Stored data
= Beginning of Section =

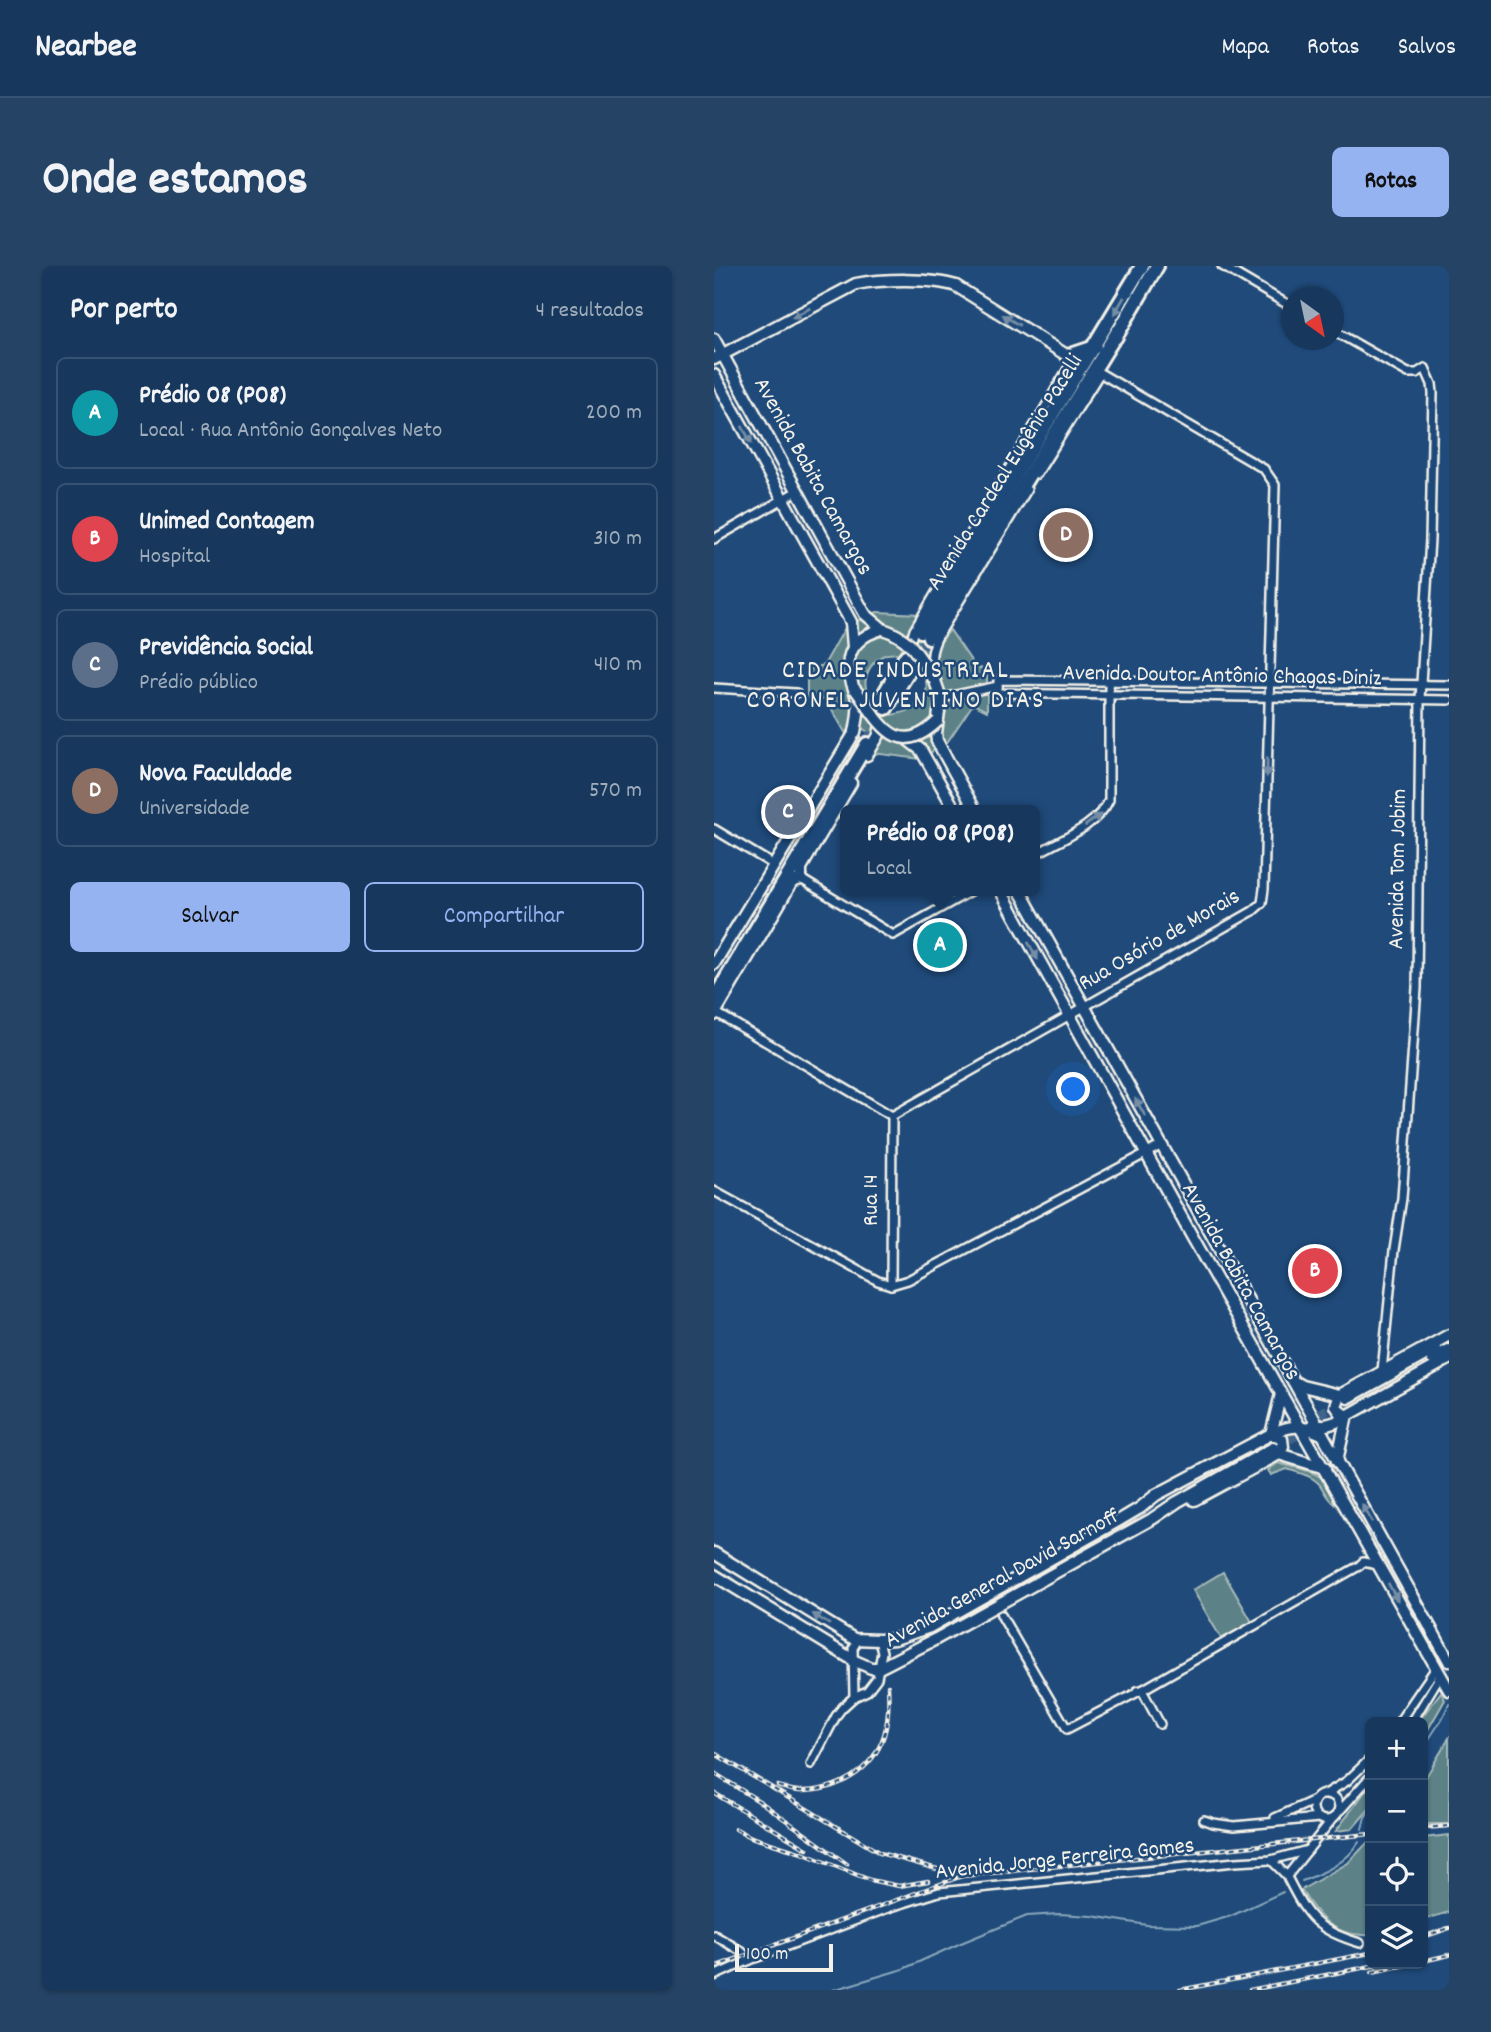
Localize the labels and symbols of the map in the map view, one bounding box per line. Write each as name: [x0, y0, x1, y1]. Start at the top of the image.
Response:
north arrow: [1281, 287, 1344, 350]
one-way arrow: [1112, 297, 1125, 316]
one-way arrow: [791, 307, 810, 319]
one-way arrow: [1001, 313, 1020, 326]
street label: Avenida Cardeal Eugênio Pacelli: [920, 348, 1092, 598]
street label: Avenida Babita Camargos: [744, 372, 880, 582]
one-way arrow: [741, 425, 753, 444]
pin: D: [1043, 509, 1089, 561]
district label: CIDADE INDUSTRIAL CORONEL JUVENTINO DIAS: [746, 653, 1046, 720]
street label: Avenida Doutor Antônio Chagas Diniz: [1062, 658, 1382, 696]
one-way arrow: [1261, 756, 1273, 778]
pin: C: [765, 786, 811, 838]
street label: Avenida Tom Jobim: [1381, 788, 1417, 950]
one-way arrow: [1083, 813, 1102, 827]
street label: Rua Osório de Morais: [1073, 881, 1247, 1001]
pin: A: [917, 919, 963, 971]
one-way arrow: [1027, 941, 1039, 961]
your location: [1056, 1072, 1090, 1106]
one-way arrow: [1134, 1097, 1146, 1117]
street label: Rua 14: [856, 1174, 889, 1226]
street label: Avenida Babita Camargos: [1172, 1177, 1308, 1387]
pin: B: [1292, 1245, 1338, 1297]
street label: Avenida General David Sarnoff: [879, 1500, 1127, 1658]
one-way arrow: [1360, 1504, 1373, 1523]
one-way arrow: [1387, 1583, 1399, 1603]
one-way arrow: [812, 1613, 831, 1625]
street label: Avenida Jorge Ferreira Gomes: [934, 1830, 1196, 1890]
scale bar: [735, 1941, 833, 1973]

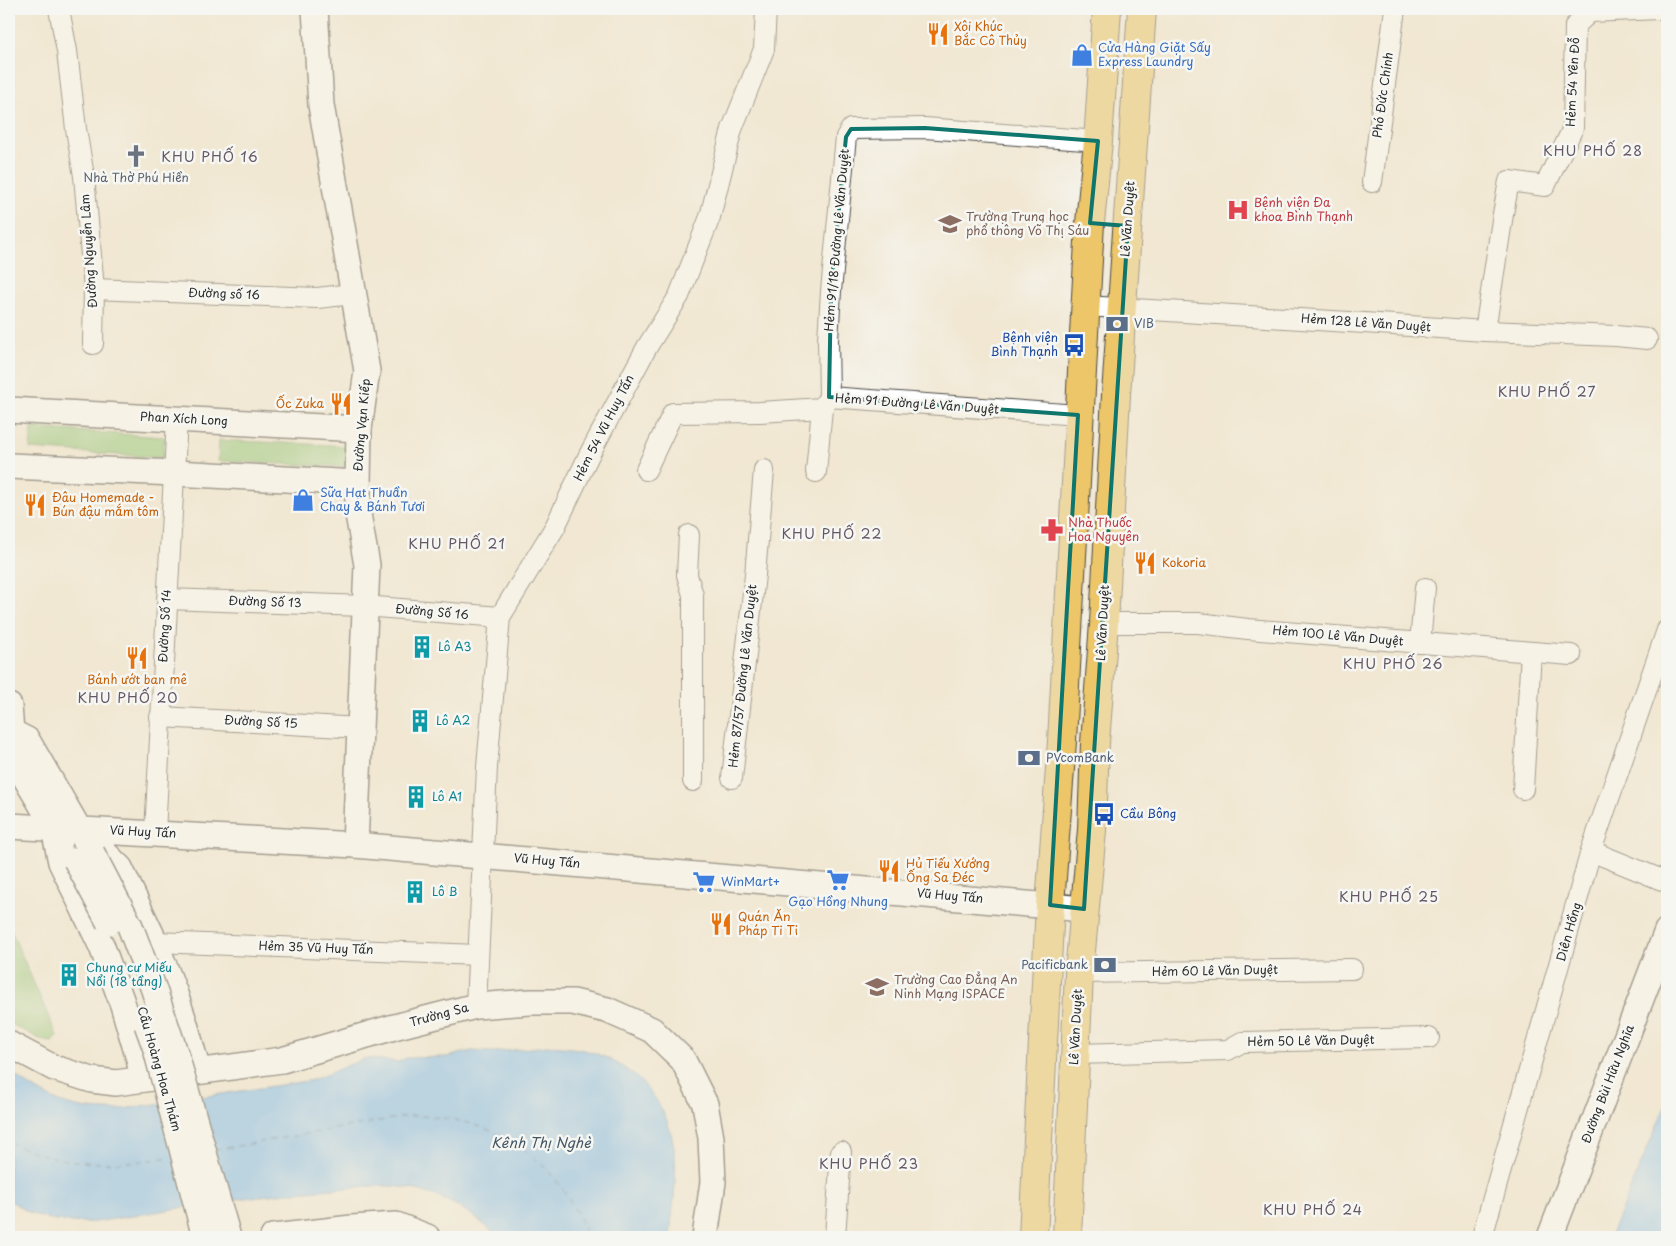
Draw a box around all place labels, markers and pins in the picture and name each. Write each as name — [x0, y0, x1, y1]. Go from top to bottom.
place label: Xôi Khúc Bắc Cô Thủy — [954, 17, 1027, 49]
restaurant icon: Xôi Khúc Bắc Cô Thủy — [925, 21, 951, 47]
place label: Cửa Hàng Giặt Sấy Express Laundry — [1098, 38, 1211, 70]
shop icon: Cửa Hàng Giặt Sấy Express Laundry — [1069, 42, 1095, 68]
church icon: Nhà Thờ Phú Hiền — [123, 143, 149, 169]
place label: Nhà Thờ Phú Hiền — [83, 168, 189, 186]
place label: Bệnh viện Đa khoa Bình Thạnh — [1254, 193, 1353, 225]
hospital icon: Bệnh viện Đa khoa Bình Thạnh — [1225, 197, 1251, 223]
place label: Trường Trung học phổ thông Võ Thị Sáu — [966, 207, 1089, 239]
school or university icon: Trường Trung học phổ thông Võ Thị Sáu — [937, 211, 963, 237]
bank icon: VIB — [1104, 311, 1130, 337]
place label: VIB — [1134, 314, 1154, 332]
place label: Bệnh viện Bình Thạnh — [990, 328, 1058, 360]
bus stop icon: Bệnh viện Bình Thạnh — [1061, 332, 1087, 358]
restaurant icon: Ốc Zuka — [328, 391, 354, 417]
place label: Ốc Zuka — [276, 394, 325, 412]
place label: Sữa Hạt Thuần Chay & Bánh Tươi — [320, 483, 425, 515]
shop icon: Sữa Hạt Thuần Chay & Bánh Tươi — [290, 487, 316, 513]
place label: Đậu Homemade - Bún đậu mắm tôm — [52, 488, 159, 520]
restaurant icon: Đậu Homemade - Bún đậu mắm tôm — [22, 492, 48, 518]
place label: Nhà Thuốc Hoa Nguyên — [1068, 513, 1139, 545]
pharmacy icon: Nhà Thuốc Hoa Nguyên — [1039, 517, 1065, 543]
restaurant icon: Kokoria — [1132, 550, 1158, 576]
place label: Kokoria — [1162, 553, 1206, 571]
building icon: Lô A3 — [409, 634, 435, 660]
place label: Lô A3 — [438, 637, 472, 655]
restaurant icon: Bánh ướt ban mê — [124, 645, 150, 671]
place label: Bánh ướt ban mê — [87, 670, 187, 688]
building icon: Lô A2 — [407, 708, 433, 734]
place label: Lô A2 — [436, 711, 470, 729]
bank icon: PVcomBank — [1016, 745, 1042, 771]
place label: PVcomBank — [1046, 748, 1114, 766]
building icon: Lô A1 — [403, 784, 429, 810]
place label: Lô A1 — [432, 787, 462, 805]
bus stop icon: Cầu Bông — [1091, 801, 1117, 827]
place label: Cầu Bông — [1120, 804, 1177, 822]
place label: Hủ Tiếu Xướng Ống Sa Đéc — [906, 854, 990, 886]
restaurant icon: Hủ Tiếu Xướng Ống Sa Đéc — [876, 858, 902, 884]
supermarket icon: Gạo Hồng Nhung — [825, 867, 851, 893]
supermarket icon: WinMart+ — [691, 869, 717, 895]
place label: WinMart+ — [721, 872, 780, 890]
building icon: Lô B — [402, 879, 428, 905]
place label: Lô B — [432, 882, 458, 900]
place label: Gạo Hồng Nhung — [788, 892, 888, 910]
place label: Quán Ăn Pháp Ti Ti — [738, 907, 798, 939]
restaurant icon: Quán Ăn Pháp Ti Ti — [708, 911, 734, 937]
bank icon: Pacificbank — [1092, 952, 1118, 978]
place label: Pacificbank — [1021, 955, 1088, 973]
place label: Chung cư Miếu Nổi (18 tầng) — [86, 958, 172, 990]
building icon: Chung cư Miếu Nổi (18 tầng) — [56, 962, 82, 988]
place label: Trường Cao Đẳng An Ninh Mạng ISPACE — [894, 970, 1018, 1002]
school or university icon: Trường Cao Đẳng An Ninh Mạng ISPACE — [864, 974, 890, 1000]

= End of Section =

Activity
Copy out every line above where "name" is present.

Answer to the problem
Localize the labels and symbols of the map in the map view, one bounding box per line. Write each as name: [x0, y0, x1, y1]. Start at the top of the image.
Draw a box around all place labels, markers and pins in the picture and name each. Write each as name — [x0, y0, x1, y1]. Go from top to bottom.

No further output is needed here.